The salient points of Lucas’s work makes it well worth a scholar’s time. Not only does Lucas undercut the sense of inevitability that once dominated historical scholarship regarding English Protestantism but he calls to mind one of the usages of “mirror” in sixteenth-century England. Since the fourteenth century, one of the most commonly understood meanings of “mirror” was “exemplar.” This is the balance upon which Lucas hangs his argument: the Marian Mirror for Magistrates provided examples for Catholic politicians of the perils of corruption and power. Unless the political elite of Mary I’s regime was careful, the Mirror poems warned, good government officers (those who were Protestants especially) would be destroyed by the state in the same spirit as medieval politicians like Humphrey, Duke of Gloucester and Edward, Earl of Somerset . As Lucas argues, Gloucester and Somerset functioned in the Mirror poems as warning allusions to the more recent demise of Edward Seymour, Protector Somerset.
This work itself could serve as an example of careful scholarship and breath-taking insight.
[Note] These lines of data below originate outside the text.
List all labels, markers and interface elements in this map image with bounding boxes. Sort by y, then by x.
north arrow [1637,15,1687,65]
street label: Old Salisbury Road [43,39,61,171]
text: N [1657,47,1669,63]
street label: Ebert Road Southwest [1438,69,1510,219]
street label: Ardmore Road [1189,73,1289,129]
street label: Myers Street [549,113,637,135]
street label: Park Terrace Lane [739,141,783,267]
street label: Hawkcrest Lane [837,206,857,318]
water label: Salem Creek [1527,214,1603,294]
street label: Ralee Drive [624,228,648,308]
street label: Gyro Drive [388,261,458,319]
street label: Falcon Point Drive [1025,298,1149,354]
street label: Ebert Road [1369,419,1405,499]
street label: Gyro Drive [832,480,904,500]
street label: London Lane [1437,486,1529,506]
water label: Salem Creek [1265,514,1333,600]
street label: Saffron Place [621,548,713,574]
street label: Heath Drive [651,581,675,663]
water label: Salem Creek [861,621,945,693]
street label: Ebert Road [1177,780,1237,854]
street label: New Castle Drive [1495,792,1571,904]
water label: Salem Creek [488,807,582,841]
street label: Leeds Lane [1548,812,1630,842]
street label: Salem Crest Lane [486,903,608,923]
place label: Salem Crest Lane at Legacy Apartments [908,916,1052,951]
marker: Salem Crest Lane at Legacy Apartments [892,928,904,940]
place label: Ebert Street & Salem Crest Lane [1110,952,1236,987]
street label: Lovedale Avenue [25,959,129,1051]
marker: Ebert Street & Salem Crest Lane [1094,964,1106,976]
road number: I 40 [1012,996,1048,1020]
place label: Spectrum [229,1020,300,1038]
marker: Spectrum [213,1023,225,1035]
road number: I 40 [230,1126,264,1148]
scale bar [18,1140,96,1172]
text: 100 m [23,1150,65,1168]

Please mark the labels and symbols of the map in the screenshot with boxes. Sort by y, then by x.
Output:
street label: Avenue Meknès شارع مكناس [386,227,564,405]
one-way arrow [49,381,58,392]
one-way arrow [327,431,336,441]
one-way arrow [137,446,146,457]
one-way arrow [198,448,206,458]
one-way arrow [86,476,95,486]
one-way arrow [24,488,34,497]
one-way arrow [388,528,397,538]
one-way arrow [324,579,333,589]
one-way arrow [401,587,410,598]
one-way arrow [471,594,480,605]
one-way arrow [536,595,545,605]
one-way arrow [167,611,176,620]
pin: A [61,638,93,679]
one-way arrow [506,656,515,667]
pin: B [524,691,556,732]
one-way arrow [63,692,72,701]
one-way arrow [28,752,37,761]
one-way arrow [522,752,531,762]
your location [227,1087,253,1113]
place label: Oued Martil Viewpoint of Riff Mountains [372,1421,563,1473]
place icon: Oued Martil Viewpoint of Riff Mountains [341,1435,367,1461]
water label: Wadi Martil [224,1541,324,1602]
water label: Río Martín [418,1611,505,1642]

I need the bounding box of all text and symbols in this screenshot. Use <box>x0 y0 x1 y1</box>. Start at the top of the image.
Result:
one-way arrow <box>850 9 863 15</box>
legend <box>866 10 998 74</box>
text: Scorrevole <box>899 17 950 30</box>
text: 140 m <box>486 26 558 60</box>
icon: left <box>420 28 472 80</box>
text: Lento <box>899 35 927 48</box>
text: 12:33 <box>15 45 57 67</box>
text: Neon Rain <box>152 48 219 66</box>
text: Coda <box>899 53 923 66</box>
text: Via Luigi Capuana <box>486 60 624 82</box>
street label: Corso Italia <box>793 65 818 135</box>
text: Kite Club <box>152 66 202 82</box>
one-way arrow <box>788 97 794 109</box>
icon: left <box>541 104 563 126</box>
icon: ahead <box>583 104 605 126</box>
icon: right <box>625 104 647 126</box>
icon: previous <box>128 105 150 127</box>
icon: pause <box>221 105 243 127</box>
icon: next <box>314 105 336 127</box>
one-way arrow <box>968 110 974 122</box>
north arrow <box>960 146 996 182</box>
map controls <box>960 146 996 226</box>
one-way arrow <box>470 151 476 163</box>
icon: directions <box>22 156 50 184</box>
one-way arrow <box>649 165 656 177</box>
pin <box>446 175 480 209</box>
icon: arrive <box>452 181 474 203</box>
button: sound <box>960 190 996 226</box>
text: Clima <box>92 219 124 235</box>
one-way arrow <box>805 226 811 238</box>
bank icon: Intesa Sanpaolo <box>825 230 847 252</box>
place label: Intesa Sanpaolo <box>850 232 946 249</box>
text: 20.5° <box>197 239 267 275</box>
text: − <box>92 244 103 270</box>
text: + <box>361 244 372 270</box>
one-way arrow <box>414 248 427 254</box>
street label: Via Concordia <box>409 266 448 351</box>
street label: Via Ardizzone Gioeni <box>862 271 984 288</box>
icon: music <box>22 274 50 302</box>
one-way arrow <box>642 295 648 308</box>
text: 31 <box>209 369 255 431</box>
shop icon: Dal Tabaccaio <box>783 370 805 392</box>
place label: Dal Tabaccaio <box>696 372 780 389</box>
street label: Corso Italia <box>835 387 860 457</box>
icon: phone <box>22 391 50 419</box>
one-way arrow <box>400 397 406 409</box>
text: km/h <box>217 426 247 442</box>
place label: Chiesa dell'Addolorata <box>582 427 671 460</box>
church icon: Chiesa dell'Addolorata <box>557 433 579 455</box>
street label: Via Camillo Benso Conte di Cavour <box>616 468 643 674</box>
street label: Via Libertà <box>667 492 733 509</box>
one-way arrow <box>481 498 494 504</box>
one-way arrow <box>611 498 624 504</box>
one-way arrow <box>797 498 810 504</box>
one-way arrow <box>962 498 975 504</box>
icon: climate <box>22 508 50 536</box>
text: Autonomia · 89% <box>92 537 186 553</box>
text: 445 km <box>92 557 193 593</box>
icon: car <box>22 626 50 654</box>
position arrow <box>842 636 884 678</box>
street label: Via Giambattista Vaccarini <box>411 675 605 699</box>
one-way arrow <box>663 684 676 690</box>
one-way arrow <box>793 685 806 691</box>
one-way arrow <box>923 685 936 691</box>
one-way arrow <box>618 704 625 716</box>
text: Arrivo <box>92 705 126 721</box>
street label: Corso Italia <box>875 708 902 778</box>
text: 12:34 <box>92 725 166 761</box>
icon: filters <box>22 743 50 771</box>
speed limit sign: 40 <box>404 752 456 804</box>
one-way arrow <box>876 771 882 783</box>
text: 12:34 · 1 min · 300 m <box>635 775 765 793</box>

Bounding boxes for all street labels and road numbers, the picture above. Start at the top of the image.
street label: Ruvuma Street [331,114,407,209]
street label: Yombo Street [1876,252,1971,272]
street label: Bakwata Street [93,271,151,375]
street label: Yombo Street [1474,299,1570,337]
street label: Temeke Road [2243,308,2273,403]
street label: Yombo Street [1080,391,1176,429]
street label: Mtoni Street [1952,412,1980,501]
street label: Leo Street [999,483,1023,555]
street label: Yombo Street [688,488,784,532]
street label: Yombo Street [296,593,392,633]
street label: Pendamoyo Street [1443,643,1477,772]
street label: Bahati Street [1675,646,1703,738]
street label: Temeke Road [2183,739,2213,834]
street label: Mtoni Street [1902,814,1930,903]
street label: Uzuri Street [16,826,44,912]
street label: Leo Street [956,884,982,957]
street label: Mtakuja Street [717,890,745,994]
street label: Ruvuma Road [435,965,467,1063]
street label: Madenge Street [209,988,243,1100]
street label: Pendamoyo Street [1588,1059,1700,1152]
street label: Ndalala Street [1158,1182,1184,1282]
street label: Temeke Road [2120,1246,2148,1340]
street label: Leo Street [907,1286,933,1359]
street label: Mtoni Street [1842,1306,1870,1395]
The prose is mercifully free from strident egotism and self-congratulatory pop cultural references. The research is meticulous and judiciously employed. It provides yet another piece in the puzzle of English Reformation studies as well as adding welcome nuance to a genre long considered transparent. Political, religious, and cultural scholars of the Tudor period will find fresh insight here into their field. Thanks to Scott Lucas’s work, no one will continue to think of the Mirror for Magistrates as a collection of one-toned, easily explained poems.
Notes
[1]. P. Collinson, “The Monarchical Republic of Queen Elizabeth I,” Elizabethan Essays (London: Hambledon Press, 1994), 31-57.
[2]. Among their many works, see J. Loach, Parliament and the Crown in the Reign of Mary Tudor (New York:Oxford University Press, 1986); E. Duffy, The Stripping of the Altars (New Haven: Yale University Press, 1992]; and for the more prominent of those who have further reconceptualized English Reformation studies in a less Protestant triumphalistic manner, see C. Haigh, English Reformations (New York:Oxford University Press, 1993); D. MacCulloch, The Boy King: Edward VI and the Protestant Reformation (New York: Palgrave, 1999); and Judith M. Richards, Mary Tudor (New York: Routledge, 2008).
[3]. J. Knox, First Blast Against the Monstrous Regiment of Women (Geneva: 1558).
[4]. A. Mclaren, “Reading Sir Thomas Smith's De Republica Anglorum As Protestant Apologetic,” The Historical Journal 42, no. 4 (1999): 911-939, and Political Culture in the Reign of Elizabeth I: Queen and Commonwealth 1558-1585. Ideas in Context (Cambridge: Cambridge University Press, 1999); N. Mears, “Courts, Courtiers, and Culture in Tudor England,” The Historical Journal 46, no. 3 (2003): 703-722, and “Counsel, Public Debate, and Queenship: John Stubbs's The Discoverie of a Gaping Gulf, 1579,” The Historical Journal 44, no. 3 (2001): 629-650; Judith M. Richards, “‘To Promote a Woman to Beare Rule’: Talking of Queens in Mid-Tudor England,” The Sixteenth Century Journal 28, no. 1 (1997): 101-121, and “The English Accession of James VI: ‘National’ Identity, Gender and the Personal Monarchy of England,” The English Historical Review 117, no. 472 (2002): 513-535.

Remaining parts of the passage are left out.